(Records)

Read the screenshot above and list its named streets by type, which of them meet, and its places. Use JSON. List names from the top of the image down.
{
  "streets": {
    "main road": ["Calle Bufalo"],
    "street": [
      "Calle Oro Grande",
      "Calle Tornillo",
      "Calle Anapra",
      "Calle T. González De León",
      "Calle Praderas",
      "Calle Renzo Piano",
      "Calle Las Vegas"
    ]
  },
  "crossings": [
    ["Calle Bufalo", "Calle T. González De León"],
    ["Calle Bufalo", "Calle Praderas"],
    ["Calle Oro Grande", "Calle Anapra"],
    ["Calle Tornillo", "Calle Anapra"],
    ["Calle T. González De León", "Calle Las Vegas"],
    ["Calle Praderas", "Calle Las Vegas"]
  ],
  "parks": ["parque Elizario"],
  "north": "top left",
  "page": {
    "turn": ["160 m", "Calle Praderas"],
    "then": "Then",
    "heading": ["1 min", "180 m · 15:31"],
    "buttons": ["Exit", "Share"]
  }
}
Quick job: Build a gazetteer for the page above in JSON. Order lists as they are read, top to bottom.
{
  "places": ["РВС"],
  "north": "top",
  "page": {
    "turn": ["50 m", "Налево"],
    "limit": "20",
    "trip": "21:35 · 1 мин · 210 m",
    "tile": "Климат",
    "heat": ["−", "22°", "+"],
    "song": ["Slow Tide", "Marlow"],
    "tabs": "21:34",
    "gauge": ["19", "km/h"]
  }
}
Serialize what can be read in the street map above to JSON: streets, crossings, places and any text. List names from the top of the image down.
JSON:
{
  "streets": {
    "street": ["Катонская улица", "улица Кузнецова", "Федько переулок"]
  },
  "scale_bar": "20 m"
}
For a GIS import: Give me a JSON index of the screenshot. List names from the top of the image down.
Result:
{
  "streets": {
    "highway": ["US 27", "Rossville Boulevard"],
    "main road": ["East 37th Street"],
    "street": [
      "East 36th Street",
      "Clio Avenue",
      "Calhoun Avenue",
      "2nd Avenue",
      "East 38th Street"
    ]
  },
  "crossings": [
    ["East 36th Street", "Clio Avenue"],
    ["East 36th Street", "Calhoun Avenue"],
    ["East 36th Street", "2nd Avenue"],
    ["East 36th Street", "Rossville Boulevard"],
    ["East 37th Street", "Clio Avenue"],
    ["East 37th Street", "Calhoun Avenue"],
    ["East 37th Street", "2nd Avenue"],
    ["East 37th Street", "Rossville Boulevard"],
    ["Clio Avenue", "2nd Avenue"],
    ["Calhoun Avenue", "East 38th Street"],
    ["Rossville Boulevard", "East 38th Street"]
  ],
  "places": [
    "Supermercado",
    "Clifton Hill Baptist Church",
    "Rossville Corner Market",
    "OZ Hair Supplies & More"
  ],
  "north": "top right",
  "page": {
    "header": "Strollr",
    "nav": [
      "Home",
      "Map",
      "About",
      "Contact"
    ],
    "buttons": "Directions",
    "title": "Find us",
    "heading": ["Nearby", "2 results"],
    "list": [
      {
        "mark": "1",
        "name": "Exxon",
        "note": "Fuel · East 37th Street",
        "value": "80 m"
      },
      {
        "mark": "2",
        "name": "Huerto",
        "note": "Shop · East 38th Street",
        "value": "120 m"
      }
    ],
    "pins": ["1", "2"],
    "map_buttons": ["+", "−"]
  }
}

(End Records)

### Exercise prompt
Each record above has to be set down again, word for word.

### Written reply
Read the screenshot above and list its named streets by type, which of them meet, and its places. Use JSON. List names from the top of the image down.
{
  "streets": {
    "main road": ["Calle Bufalo"],
    "street": [
      "Calle Oro Grande",
      "Calle Tornillo",
      "Calle Anapra",
      "Calle T. González De León",
      "Calle Praderas",
      "Calle Renzo Piano",
      "Calle Las Vegas"
    ]
  },
  "crossings": [
    ["Calle Bufalo", "Calle T. González De León"],
    ["Calle Bufalo", "Calle Praderas"],
    ["Calle Oro Grande", "Calle Anapra"],
    ["Calle Tornillo", "Calle Anapra"],
    ["Calle T. González De León", "Calle Las Vegas"],
    ["Calle Praderas", "Calle Las Vegas"]
  ],
  "parks": ["parque Elizario"],
  "north": "top left",
  "page": {
    "turn": ["160 m", "Calle Praderas"],
    "then": "Then",
    "heading": ["1 min", "180 m · 15:31"],
    "buttons": ["Exit", "Share"]
  }
}
Quick job: Build a gazetteer for the page above in JSON. Order lists as they are read, top to bottom.
{
  "places": ["РВС"],
  "north": "top",
  "page": {
    "turn": ["50 m", "Налево"],
    "limit": "20",
    "trip": "21:35 · 1 мин · 210 m",
    "tile": "Климат",
    "heat": ["−", "22°", "+"],
    "song": ["Slow Tide", "Marlow"],
    "tabs": "21:34",
    "gauge": ["19", "km/h"]
  }
}
Serialize what can be read in the street map above to JSON: streets, crossings, places and any text. List names from the top of the image down.
JSON:
{
  "streets": {
    "street": ["Катонская улица", "улица Кузнецова", "Федько переулок"]
  },
  "scale_bar": "20 m"
}
For a GIS import: Give me a JSON index of the screenshot. List names from the top of the image down.
Result:
{
  "streets": {
    "highway": ["US 27", "Rossville Boulevard"],
    "main road": ["East 37th Street"],
    "street": [
      "East 36th Street",
      "Clio Avenue",
      "Calhoun Avenue",
      "2nd Avenue",
      "East 38th Street"
    ]
  },
  "crossings": [
    ["East 36th Street", "Clio Avenue"],
    ["East 36th Street", "Calhoun Avenue"],
    ["East 36th Street", "2nd Avenue"],
    ["East 36th Street", "Rossville Boulevard"],
    ["East 37th Street", "Clio Avenue"],
    ["East 37th Street", "Calhoun Avenue"],
    ["East 37th Street", "2nd Avenue"],
    ["East 37th Street", "Rossville Boulevard"],
    ["Clio Avenue", "2nd Avenue"],
    ["Calhoun Avenue", "East 38th Street"],
    ["Rossville Boulevard", "East 38th Street"]
  ],
  "places": [
    "Supermercado",
    "Clifton Hill Baptist Church",
    "Rossville Corner Market",
    "OZ Hair Supplies & More"
  ],
  "north": "top right",
  "page": {
    "header": "Strollr",
    "nav": [
      "Home",
      "Map",
      "About",
      "Contact"
    ],
    "buttons": "Directions",
    "title": "Find us",
    "heading": ["Nearby", "2 results"],
    "list": [
      {
        "mark": "1",
        "name": "Exxon",
        "note": "Fuel · East 37th Street",
        "value": "80 m"
      },
      {
        "mark": "2",
        "name": "Huerto",
        "note": "Shop · East 38th Street",
        "value": "120 m"
      }
    ],
    "pins": ["1", "2"],
    "map_buttons": ["+", "−"]
  }
}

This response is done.